◆ TASK DETAILS
Images are to be dropped, and the rest of the data reproduced exactly.

##### RECORDED DATA #####

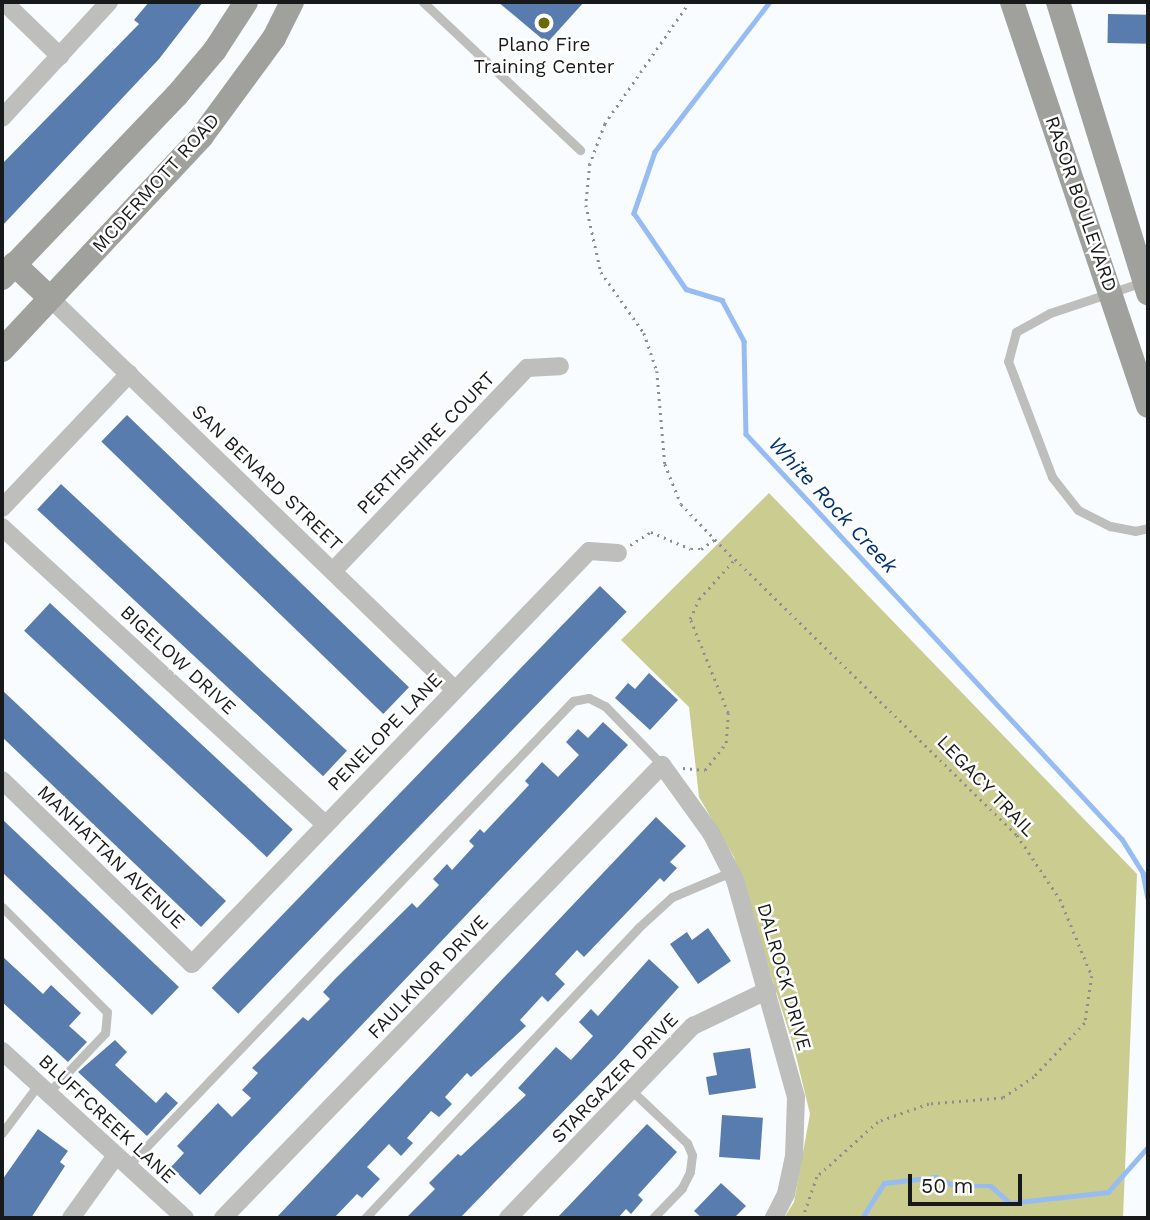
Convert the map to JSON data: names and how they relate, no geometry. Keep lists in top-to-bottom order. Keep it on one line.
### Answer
{"streets":{"main road":["MCDERMOTT ROAD","RASOR BOULEVARD"],"street":["PERTHSHIRE COURT","SAN BENARD STREET","BIGELOW DRIVE","PENELOPE LANE","MANHATTAN AVENUE","FAULKNOR DRIVE","DALROCK DRIVE","STARGAZER DRIVE","BLUFFCREEK LANE"],"path":["LEGACY TRAIL"]},"crossings":[["MCDERMOTT ROAD","SAN BENARD STREET"],["PERTHSHIRE COURT","SAN BENARD STREET"],["SAN BENARD STREET","PENELOPE LANE"],["BIGELOW DRIVE","PENELOPE LANE"],["PENELOPE LANE","MANHATTAN AVENUE"],["FAULKNOR DRIVE","DALROCK DRIVE"],["DALROCK DRIVE","STARGAZER DRIVE"]],"water":["White Rock Creek"],"places":["Plano Fire Training Center"],"scale_bar":"50 m"}
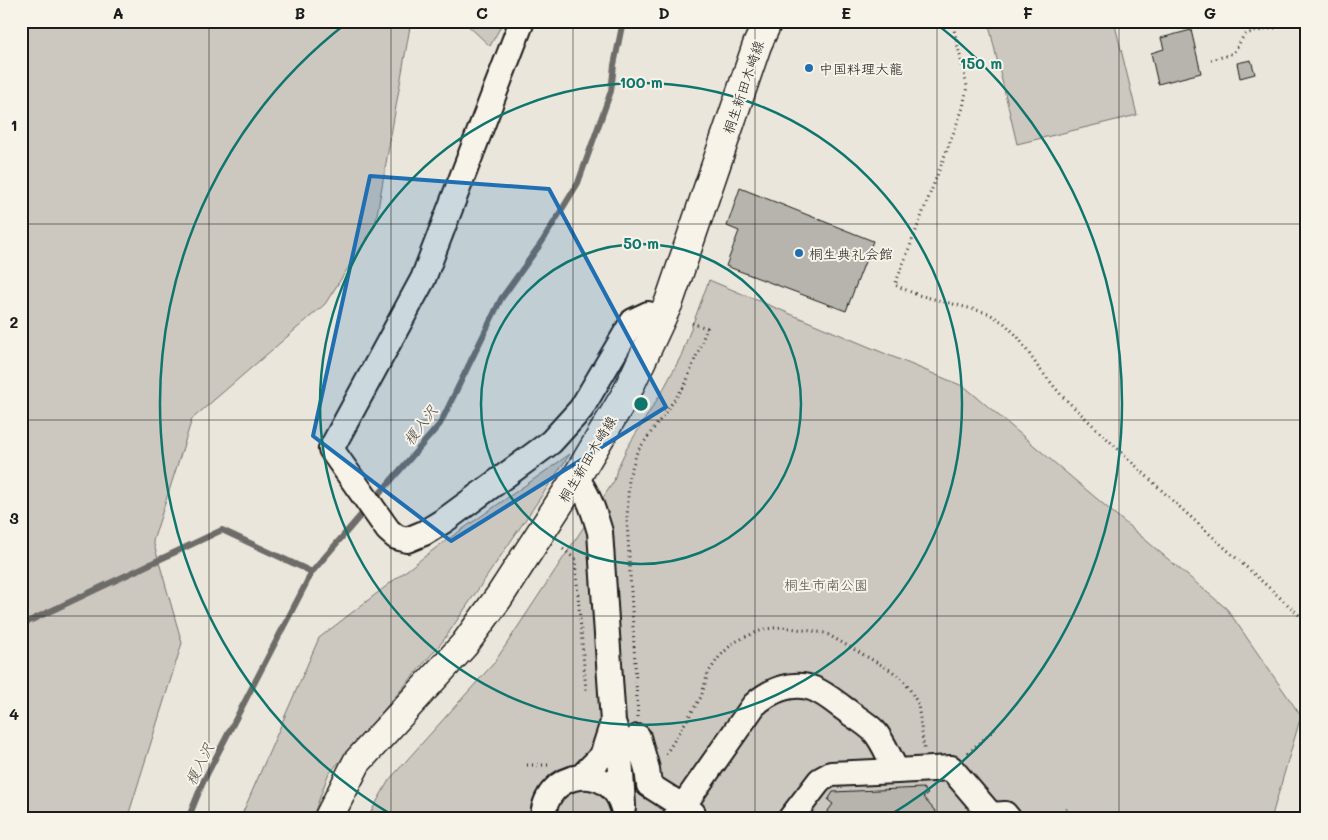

#####

◆ EXPECTED ANSWER
Convert the map to JSON data: names and how they relate, no geometry. Keep lists in top-to-bottom order. Keep it on one line.
### Answer
{"streets":{"main road":["MCDERMOTT ROAD","RASOR BOULEVARD"],"street":["PERTHSHIRE COURT","SAN BENARD STREET","BIGELOW DRIVE","PENELOPE LANE","MANHATTAN AVENUE","FAULKNOR DRIVE","DALROCK DRIVE","STARGAZER DRIVE","BLUFFCREEK LANE"],"path":["LEGACY TRAIL"]},"crossings":[["MCDERMOTT ROAD","SAN BENARD STREET"],["PERTHSHIRE COURT","SAN BENARD STREET"],["SAN BENARD STREET","PENELOPE LANE"],["BIGELOW DRIVE","PENELOPE LANE"],["PENELOPE LANE","MANHATTAN AVENUE"],["FAULKNOR DRIVE","DALROCK DRIVE"],["DALROCK DRIVE","STARGAZER DRIVE"]],"water":["White Rock Creek"],"places":["Plano Fire Training Center"],"scale_bar":"50 m"}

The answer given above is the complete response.